Menurut keterangan Gatot Hariyo Sutedjo, BTFA dikelola dengan sistem gotong royong. "Ya, Bina Taruna Football Academy melaksanakan pembinaan pemain mudanya dengan syariah, dari para pendonor," jelas GH Sutedjo, pembina utama BTFA yang sudah lima periode menjabat Ketua Pengcab PSSI Jaktim.
"Para pendonor itu dengan sukarela tiap bulannya memberikan bantuan uang pembinaan secara tidak mengikat," jelas GH Sutedjo, yang juga masuk di kepengurusan PSSI 2015-2019 pimpinan La Nyalla Mattalitti.
"Kalau dibandingkan dengan tim PPLM, pendanaan untuk tim BTFA mungkin tidak ada apa-apanya," urai Tedjo, sapaan akrabnya.
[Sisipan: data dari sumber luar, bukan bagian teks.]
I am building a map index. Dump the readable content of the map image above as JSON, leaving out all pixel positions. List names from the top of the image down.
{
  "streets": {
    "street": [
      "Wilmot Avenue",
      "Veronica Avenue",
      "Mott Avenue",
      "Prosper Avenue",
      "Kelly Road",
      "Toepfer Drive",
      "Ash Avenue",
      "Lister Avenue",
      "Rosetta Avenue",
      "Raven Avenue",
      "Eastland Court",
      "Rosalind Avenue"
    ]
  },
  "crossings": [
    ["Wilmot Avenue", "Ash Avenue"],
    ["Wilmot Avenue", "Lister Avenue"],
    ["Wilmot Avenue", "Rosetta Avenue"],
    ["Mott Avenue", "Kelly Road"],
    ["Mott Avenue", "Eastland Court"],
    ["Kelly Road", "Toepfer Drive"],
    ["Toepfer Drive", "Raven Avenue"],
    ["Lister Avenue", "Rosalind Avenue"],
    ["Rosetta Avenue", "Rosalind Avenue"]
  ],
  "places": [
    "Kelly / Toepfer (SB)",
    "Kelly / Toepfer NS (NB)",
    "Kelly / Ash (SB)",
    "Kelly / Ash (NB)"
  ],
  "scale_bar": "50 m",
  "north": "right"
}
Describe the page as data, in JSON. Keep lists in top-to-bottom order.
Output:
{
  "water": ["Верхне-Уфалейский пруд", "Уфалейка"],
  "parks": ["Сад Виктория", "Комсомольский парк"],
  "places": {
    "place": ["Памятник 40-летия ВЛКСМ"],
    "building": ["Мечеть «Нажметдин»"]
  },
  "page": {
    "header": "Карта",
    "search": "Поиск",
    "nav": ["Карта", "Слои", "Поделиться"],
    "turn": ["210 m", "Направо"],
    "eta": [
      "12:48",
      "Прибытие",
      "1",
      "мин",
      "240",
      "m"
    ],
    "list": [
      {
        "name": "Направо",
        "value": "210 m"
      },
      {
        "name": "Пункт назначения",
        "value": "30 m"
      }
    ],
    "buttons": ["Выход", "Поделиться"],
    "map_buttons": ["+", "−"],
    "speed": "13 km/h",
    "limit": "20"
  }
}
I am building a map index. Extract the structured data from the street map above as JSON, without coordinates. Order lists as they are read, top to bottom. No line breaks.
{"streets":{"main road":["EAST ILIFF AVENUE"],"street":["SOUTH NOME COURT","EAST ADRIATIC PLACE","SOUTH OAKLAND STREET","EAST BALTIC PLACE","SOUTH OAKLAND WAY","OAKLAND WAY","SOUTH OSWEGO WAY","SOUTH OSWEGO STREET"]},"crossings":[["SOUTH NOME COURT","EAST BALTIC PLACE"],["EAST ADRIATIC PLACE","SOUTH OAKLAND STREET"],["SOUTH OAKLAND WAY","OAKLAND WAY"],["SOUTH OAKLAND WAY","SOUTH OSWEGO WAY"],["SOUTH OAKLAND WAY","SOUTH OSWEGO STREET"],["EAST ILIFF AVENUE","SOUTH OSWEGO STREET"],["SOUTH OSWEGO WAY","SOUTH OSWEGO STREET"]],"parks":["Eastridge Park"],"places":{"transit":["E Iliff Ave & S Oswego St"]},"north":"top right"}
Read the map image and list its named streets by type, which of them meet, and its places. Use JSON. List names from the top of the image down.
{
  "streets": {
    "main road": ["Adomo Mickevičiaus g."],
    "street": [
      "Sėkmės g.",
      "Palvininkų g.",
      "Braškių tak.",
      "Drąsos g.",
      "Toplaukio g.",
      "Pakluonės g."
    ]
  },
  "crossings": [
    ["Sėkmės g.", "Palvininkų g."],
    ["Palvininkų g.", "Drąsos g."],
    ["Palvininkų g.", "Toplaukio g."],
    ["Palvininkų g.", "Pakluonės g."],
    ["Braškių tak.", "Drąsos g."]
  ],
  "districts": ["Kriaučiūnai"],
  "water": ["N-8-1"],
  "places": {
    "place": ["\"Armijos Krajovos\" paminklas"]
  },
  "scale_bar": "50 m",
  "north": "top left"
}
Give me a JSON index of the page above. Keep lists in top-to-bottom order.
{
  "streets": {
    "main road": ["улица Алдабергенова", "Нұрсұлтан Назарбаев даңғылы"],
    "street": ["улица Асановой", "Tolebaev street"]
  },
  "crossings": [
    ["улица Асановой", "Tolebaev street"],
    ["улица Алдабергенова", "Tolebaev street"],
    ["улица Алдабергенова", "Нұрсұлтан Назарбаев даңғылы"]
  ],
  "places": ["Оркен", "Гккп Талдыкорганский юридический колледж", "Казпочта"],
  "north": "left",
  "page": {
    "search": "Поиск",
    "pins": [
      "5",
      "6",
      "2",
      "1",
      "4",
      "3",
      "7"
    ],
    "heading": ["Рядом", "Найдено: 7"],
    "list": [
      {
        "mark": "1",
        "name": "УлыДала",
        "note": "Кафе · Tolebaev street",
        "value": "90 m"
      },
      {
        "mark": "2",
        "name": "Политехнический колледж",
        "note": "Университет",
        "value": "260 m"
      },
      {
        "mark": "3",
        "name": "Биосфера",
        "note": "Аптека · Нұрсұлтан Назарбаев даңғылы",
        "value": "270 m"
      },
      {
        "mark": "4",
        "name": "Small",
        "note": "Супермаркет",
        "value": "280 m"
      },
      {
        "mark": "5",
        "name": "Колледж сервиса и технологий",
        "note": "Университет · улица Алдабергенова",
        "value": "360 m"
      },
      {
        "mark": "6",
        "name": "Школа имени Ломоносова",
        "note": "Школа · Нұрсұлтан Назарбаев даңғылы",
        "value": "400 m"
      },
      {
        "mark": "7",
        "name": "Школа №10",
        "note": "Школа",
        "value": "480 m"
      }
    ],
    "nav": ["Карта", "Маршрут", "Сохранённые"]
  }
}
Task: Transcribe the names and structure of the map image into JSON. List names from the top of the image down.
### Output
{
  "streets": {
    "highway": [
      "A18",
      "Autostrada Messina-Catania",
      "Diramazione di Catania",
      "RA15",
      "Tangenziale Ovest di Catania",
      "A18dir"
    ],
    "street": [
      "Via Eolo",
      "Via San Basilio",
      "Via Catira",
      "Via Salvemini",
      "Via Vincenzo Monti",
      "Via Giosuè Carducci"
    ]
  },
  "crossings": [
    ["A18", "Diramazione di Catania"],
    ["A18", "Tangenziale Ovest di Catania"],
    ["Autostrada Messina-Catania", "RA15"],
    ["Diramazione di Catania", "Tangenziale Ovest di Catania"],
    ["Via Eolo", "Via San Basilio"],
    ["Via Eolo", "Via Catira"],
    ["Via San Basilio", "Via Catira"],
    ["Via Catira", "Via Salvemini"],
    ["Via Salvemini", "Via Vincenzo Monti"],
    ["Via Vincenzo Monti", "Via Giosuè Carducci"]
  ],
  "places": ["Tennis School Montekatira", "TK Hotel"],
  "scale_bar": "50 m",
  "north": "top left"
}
Kendati demikian, Tedjo justru mempertanyakan, bagaimana visi tim PPLM yang dibentuk oleh Kantor Kemenpora itu? "Apa targetnya? Mau dibawa kemana?" Tedjo mempertanyakan.
Dikatakan juga oleh ketua Asosiasi Pelatih Sepakbola Nasional Indonesia (APSNI) tersebut, pembinaan tim PPLM pastinya menggunakan dana APBN-DIPA Kantor Kemenpora yang harus dipertanggung-jawabkan penggunaannya kepada rakyat karena itu memang uang rakyat.
"Kalau pun ada sponsor yang membantu untuk tim PPLM patut diduga itu adalah gratifikasi karena tim PPLM itu adalah bentukan Kantor Menpora," ujar Tedjo.
"Pembinaan sepakbola usia muda harus tetap berjalan karena, karena banyak manfaat yang dapat diambil," jelas Tedjo, yang bulan lampau memperoleh gelar Doktor dari Universitas Krisnadwipayana--dan satu satunya mantan pemain timnas yang berhasil menggondol gelar S-3 tersebut.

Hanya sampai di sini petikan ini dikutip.